REQUIRED WORK: As you work through the listing, transcribe every line exactly as it reads.

DATA EXTRACTS:
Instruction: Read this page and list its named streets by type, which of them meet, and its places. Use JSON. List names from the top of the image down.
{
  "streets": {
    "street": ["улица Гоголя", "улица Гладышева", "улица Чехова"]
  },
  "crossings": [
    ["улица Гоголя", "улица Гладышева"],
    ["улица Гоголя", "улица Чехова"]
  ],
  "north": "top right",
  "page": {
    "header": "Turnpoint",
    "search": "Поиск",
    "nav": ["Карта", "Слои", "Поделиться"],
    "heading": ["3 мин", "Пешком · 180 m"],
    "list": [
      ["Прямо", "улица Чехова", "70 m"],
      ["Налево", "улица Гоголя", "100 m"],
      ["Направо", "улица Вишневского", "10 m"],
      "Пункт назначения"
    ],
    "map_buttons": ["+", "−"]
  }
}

ANSWER SECTION:
Instruction: Read this page and list its named streets by type, which of them meet, and its places. Use JSON. List names from the top of the image down.
{
  "streets": {
    "street": ["улица Гоголя", "улица Гладышева", "улица Чехова"]
  },
  "crossings": [
    ["улица Гоголя", "улица Гладышева"],
    ["улица Гоголя", "улица Чехова"]
  ],
  "north": "top right",
  "page": {
    "header": "Turnpoint",
    "search": "Поиск",
    "nav": ["Карта", "Слои", "Поделиться"],
    "heading": ["3 мин", "Пешком · 180 m"],
    "list": [
      ["Прямо", "улица Чехова", "70 m"],
      ["Налево", "улица Гоголя", "100 m"],
      ["Направо", "улица Вишневского", "10 m"],
      "Пункт назначения"
    ],
    "map_buttons": ["+", "−"]
  }
}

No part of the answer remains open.